“The power of women is truly enormous, but we need to cooperate more. Our world needs the voices of women,” urged Mairead Maguire, Nobel Peace Prize winner from Northern Ireland, to an audience of women’s peace activists at the Maison de la Paix in Geneva.
On January 21st 2014, women from across the globe gathered at the Geneva Graduate Institute to discuss women’s role as peacemakers both in Syria and beyond. Prompted by the exclusion of Syrian women from the Geneva II peace talks, this Peace Summit addressed the seemingly universal barriers that women encounter as peacemakers and how they can overcome them. One of the themes of the day, which appeared in many of the women’s testimonies and stories, was the need for collaboration of women across political and ethnic boundaries, the need for a united coalition of women for peace.
Rim Turkmani, the founder of Madani, an NGO that supports the role of Syrian civil society in the peacebuilding of Syria, put it succinctly when she reminded the audience that, unfortunately, “Not all women are a voice for peace,” instead, she stressed that “Women are a power for peace” especially “women working from a civil society perspective.”
Intervention by the International Community
Among the women present there was a general consensus that while Syria may need help, foreign States needed to stop funding and militarizing the warring factions in Syria. Shirin Ebadi, a Nobel Peace Prize Laureate and human rights activist from Iran, gave a keynote address during the middle of the conference. During her speech Ebadi apologized for the interference of Iran and argued, “Syria belongs to the Syrians. Iran should leave Syria.” Ebadi also addressed the men in Syria and urged, “So for once, listen to your sister, put down your guns. Dry your tears.”

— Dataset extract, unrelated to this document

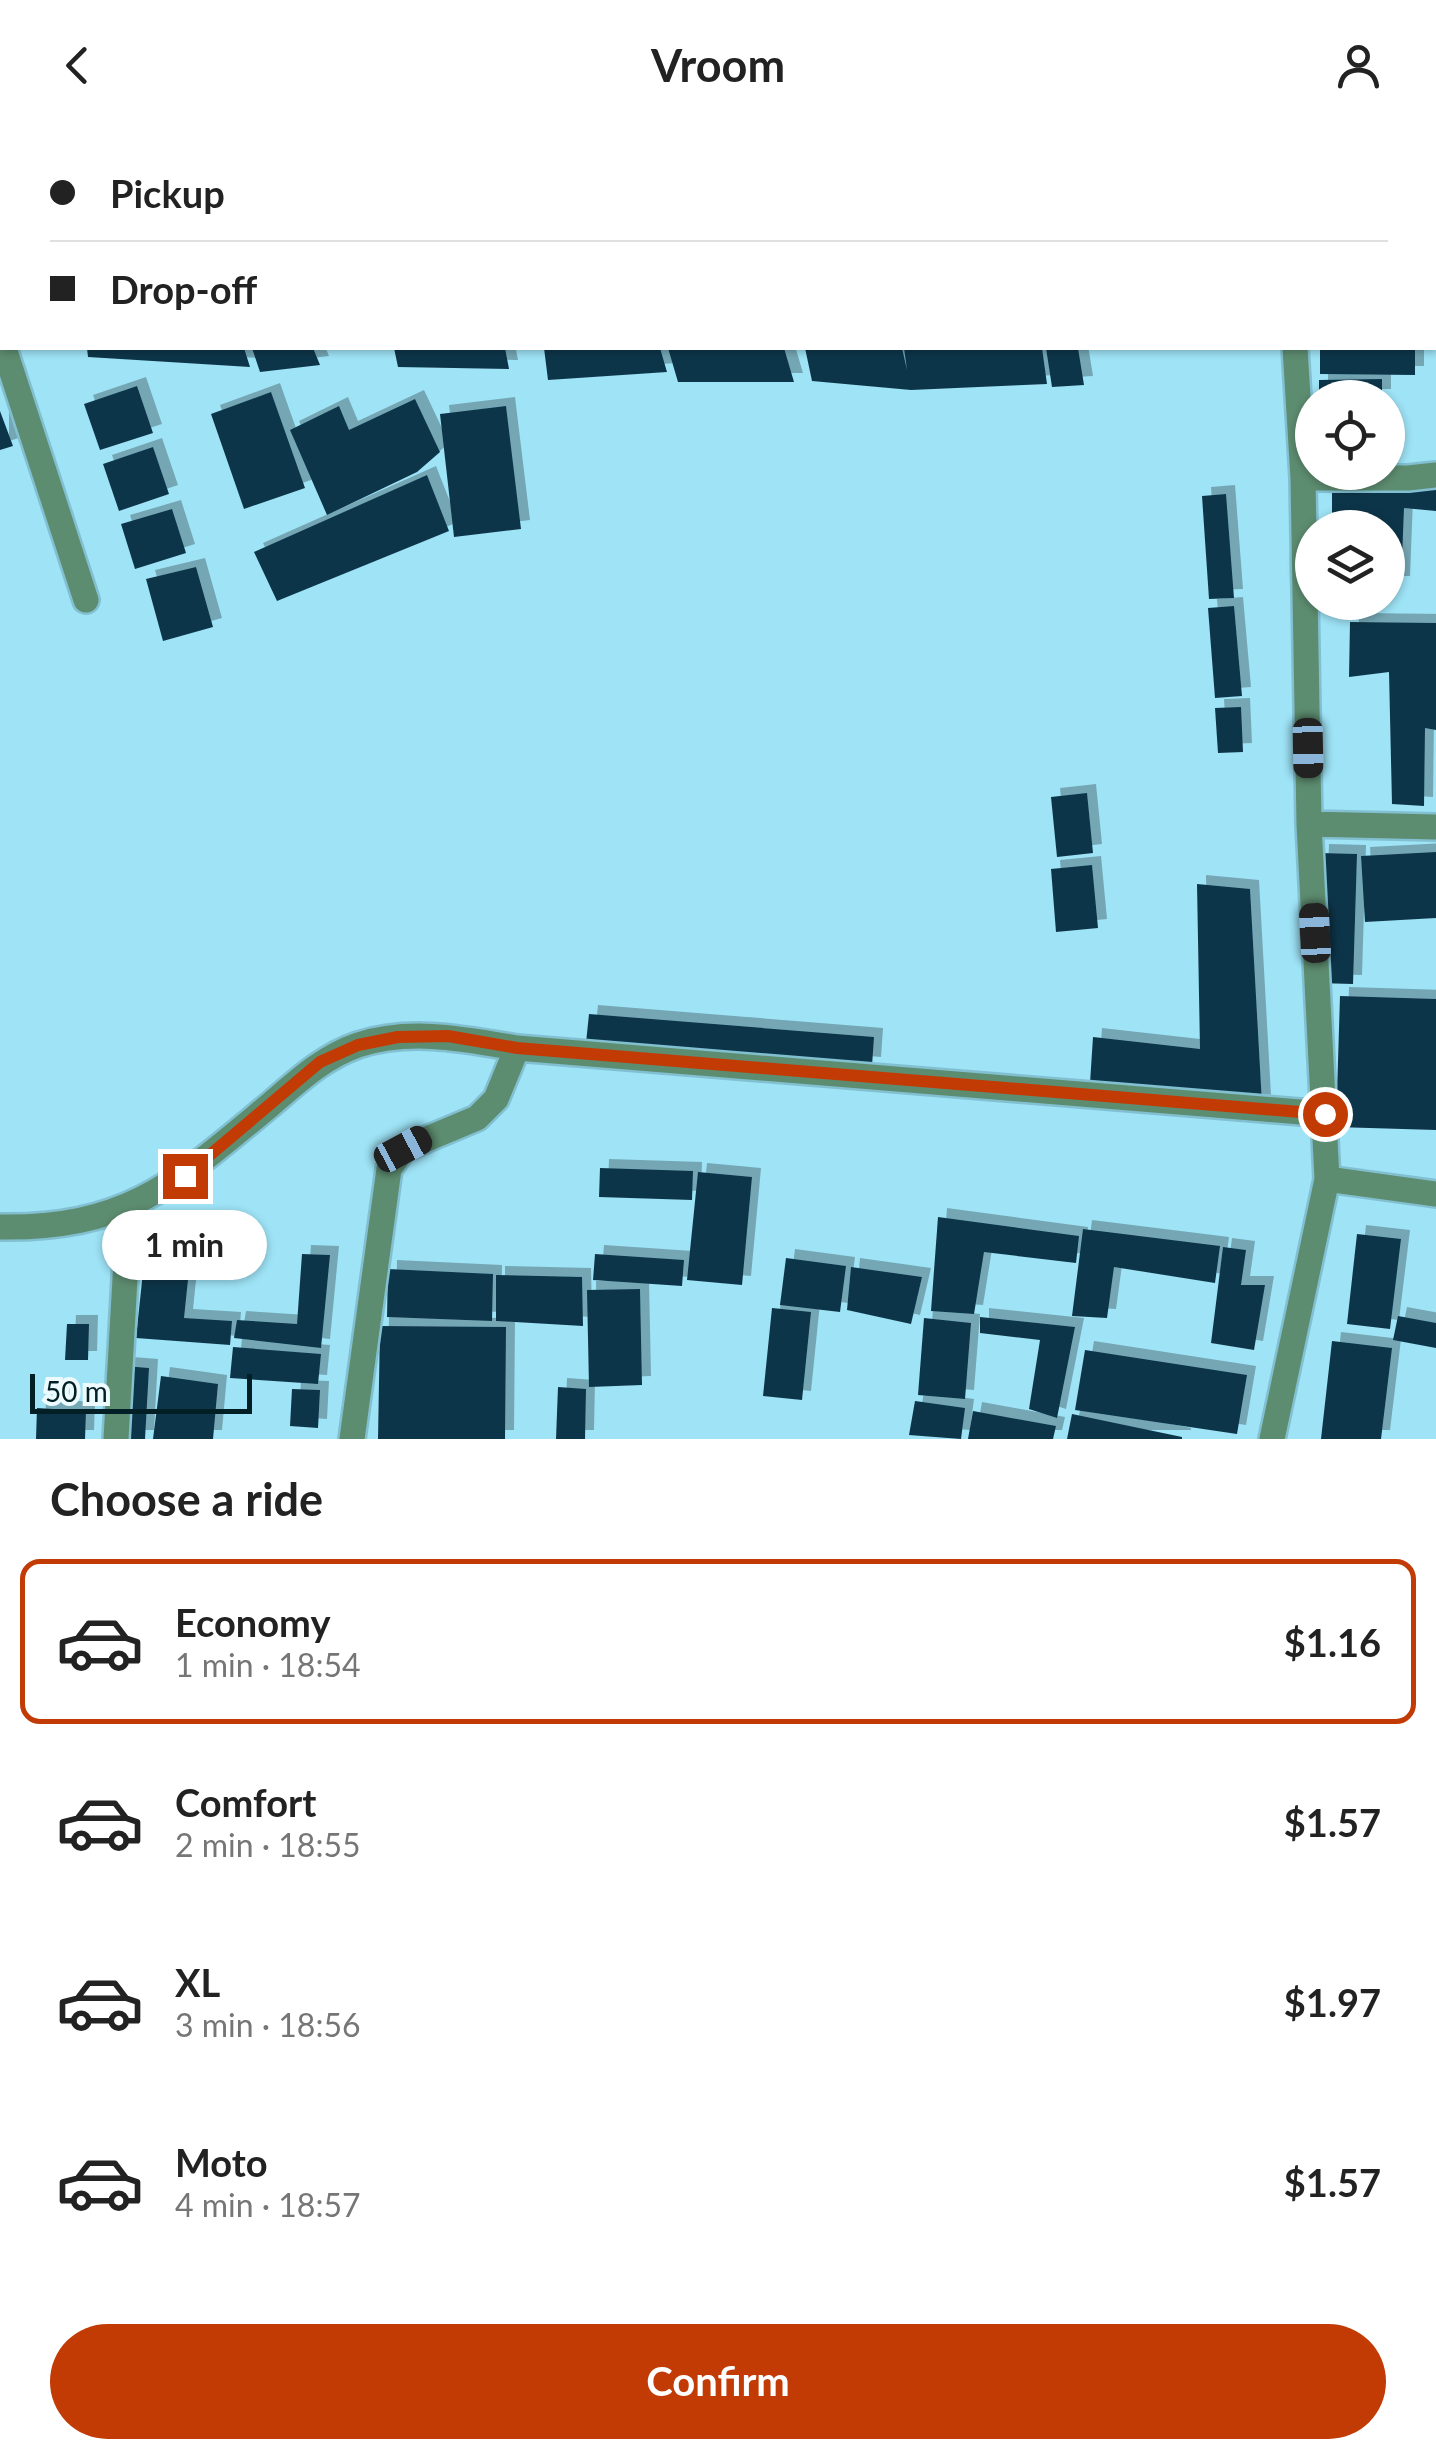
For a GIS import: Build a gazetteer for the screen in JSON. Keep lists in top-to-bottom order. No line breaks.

However, it was strongly suggested in the peace summit that the international community should provide support for mediation and monitoring of local peace processes. Rim Turkmani told the audience that in Syria, “we’ve seen so many local peace deals fall apart because there was no one to monitor.”
Finding a Way Forward
Excluded from the formal peace negotiations, the Syrian women civil society present at the peace summit continue to struggle to find an alternate path to participate in the international peace processes of their country.
It became clear that although the UN could block them from Geneva II, the women would return to continue brokering and maintaining the peace at the local, community level in Syria. Caroline Ayoub, a Syrian activist who fled the country after imprisonment and later co-founded Souriali radio station, conveyed to the room that Syrian women can be a powerful force on the local level. She said, “The women played a very important role in the start of the resistant movement. The girls, women were able to cross the checkpoints, they were able to bring milk to families, and go to besieged places. They were able to transport people for treatment, they were an organised group.”

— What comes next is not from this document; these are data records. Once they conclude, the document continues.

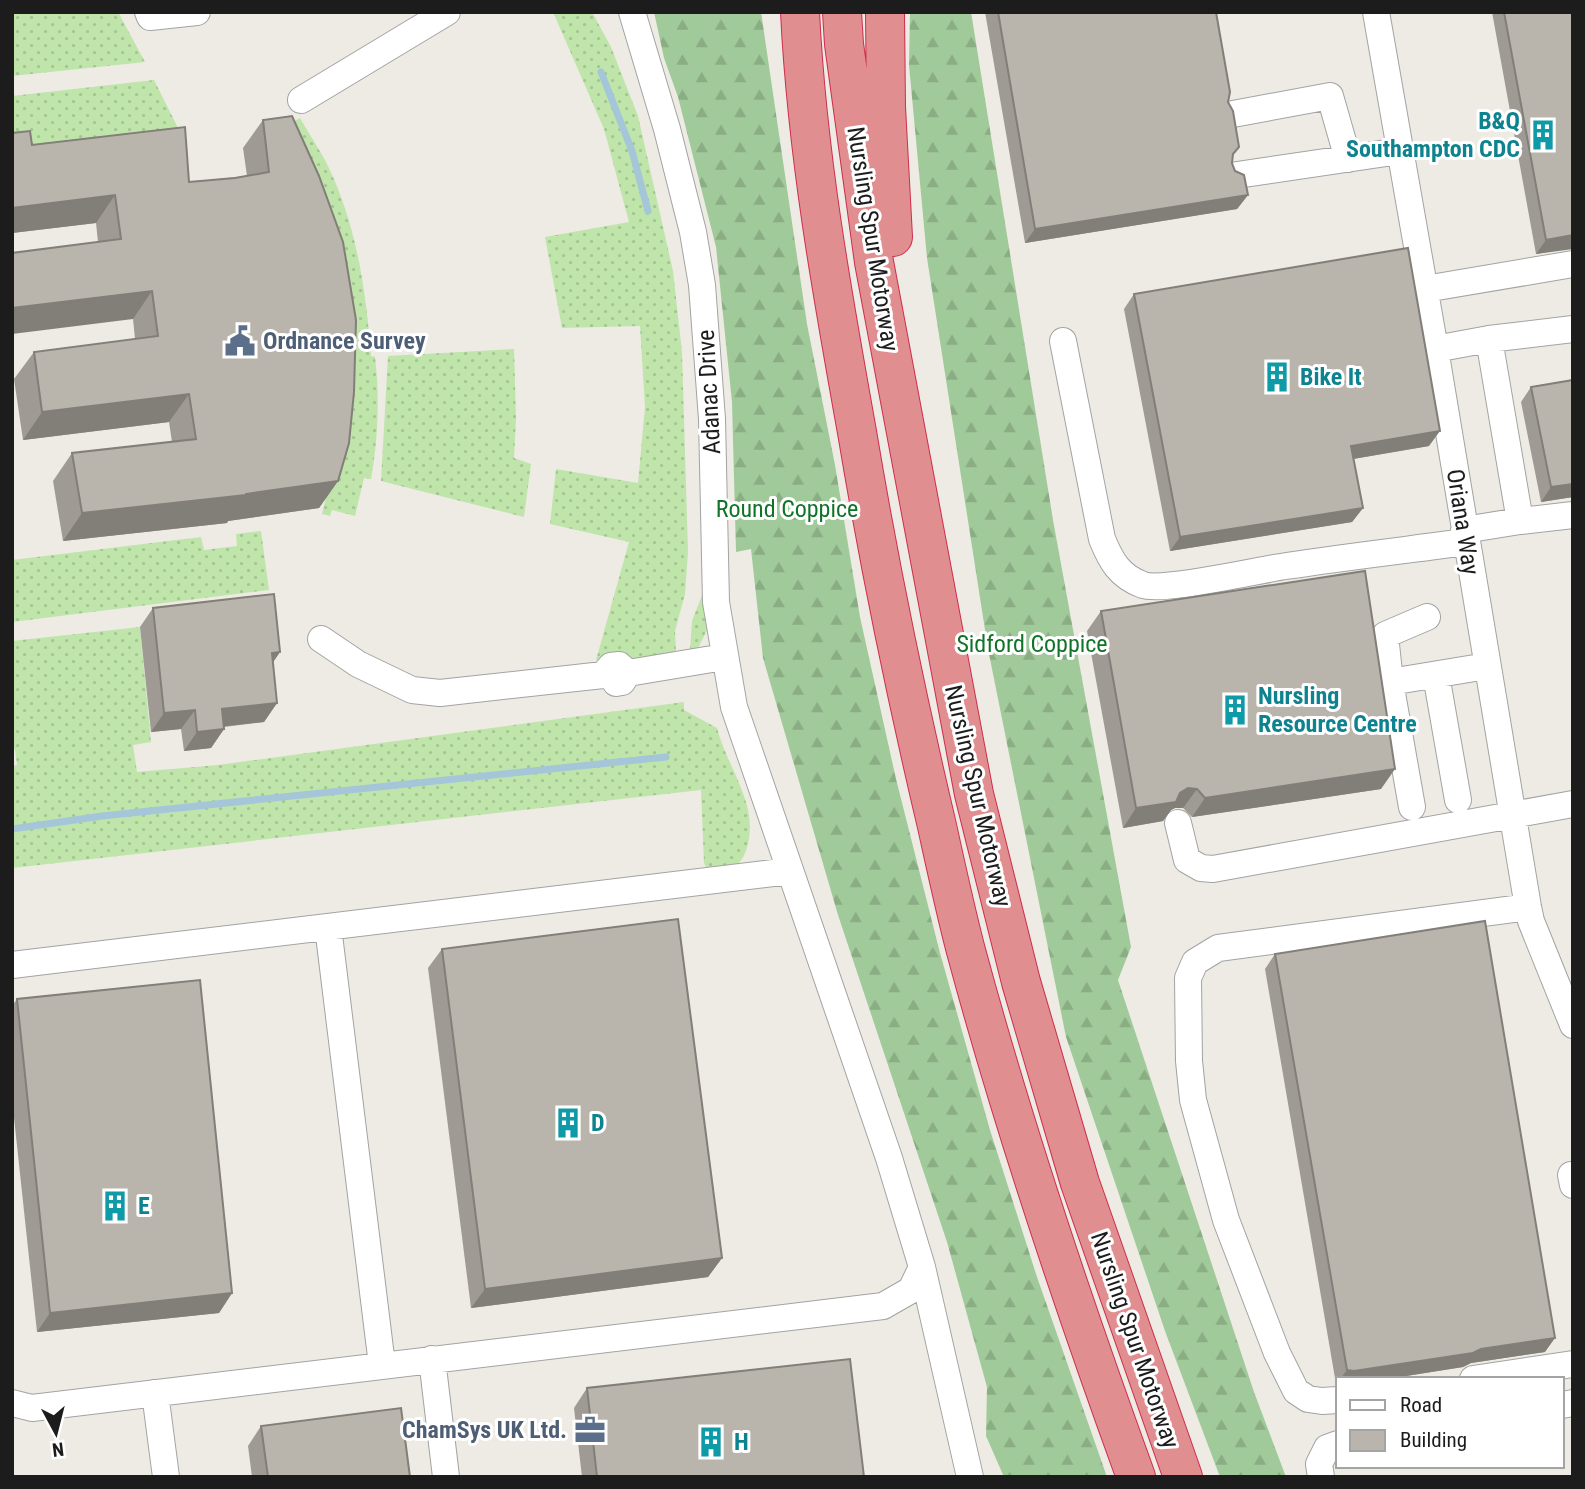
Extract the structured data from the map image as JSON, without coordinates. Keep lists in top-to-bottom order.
{
  "streets": {
    "highway": ["Nursling Spur Motorway"],
    "street": ["Adanac Drive", "Oriana Way"]
  },
  "parks": ["Round Coppice", "Sidford Coppice"],
  "places": {
    "building": [
      "B&Q Southampton CDC",
      "Bike It",
      "Nursling Resource Centre",
      "D",
      "E",
      "H"
    ],
    "public building": ["Ordnance Survey"],
    "office": ["ChamSys UK Ltd."]
  },
  "legend": ["Road", "Building"],
  "north": "bottom"
}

Even Lakhdar Brahimi, the UN’s Special Envoy to Syria, has indicated that the Syrian women civil society are a more organised force than the current opposition party. It is truly a lost opportunity then, that one of the most organised and powerful links to the local communities will not be present at the formal peace talks.

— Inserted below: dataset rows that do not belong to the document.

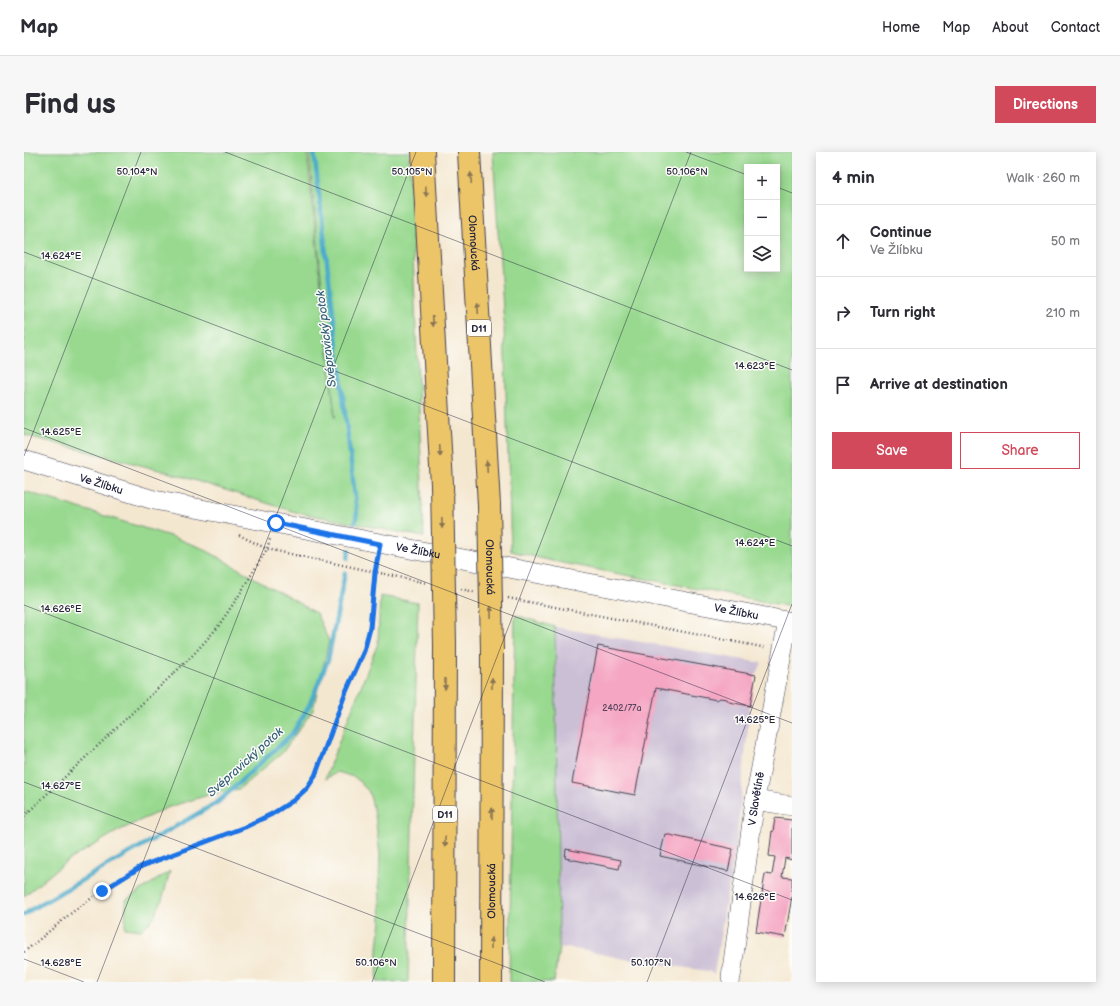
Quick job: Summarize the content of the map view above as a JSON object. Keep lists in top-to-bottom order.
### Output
{
  "streets": {
    "highway": ["Olomoucká", "D11"],
    "street": ["Ve Žlíbku", "V Slavětíně"]
  },
  "crossings": [
    ["Ve Žlíbku", "V Slavětíně"]
  ],
  "water": ["Svépravický potok"],
  "house_numbers": ["2402/77a"],
  "page": {
    "header": "Map",
    "nav": [
      "Home",
      "Map",
      "About",
      "Contact"
    ],
    "buttons": [
      "Directions",
      ["Save", "Share"]
    ],
    "title": "Find us",
    "heading": ["4 min", "Walk · 260 m"],
    "map_buttons": ["+", "−"],
    "list": [
      ["Continue", "Ve Žlíbku", "50 m"],
      ["Turn right", "210 m"],
      "Arrive at destination"
    ]
  },
  "coordinates": [
    "50.104°N",
    "50.105°N",
    "50.106°N",
    "14.624°E",
    "14.623°E",
    "14.625°E",
    "14.626°E",
    "14.627°E",
    "14.628°E",
    "50.107°N"
  ]
}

Ann Patterson, an activist from Northern Ireland, confided to WILPF after the peace summit, women in difficult situations rise to the challenges life presents. “It is ordinary women, who are doing extraordinary things,” she said with a bit of awe.
The peace summit demonstrated to all present that the Syrian women and civil society are currently doing, and will continue to do, extraordinary things for peace to arrive in Syria.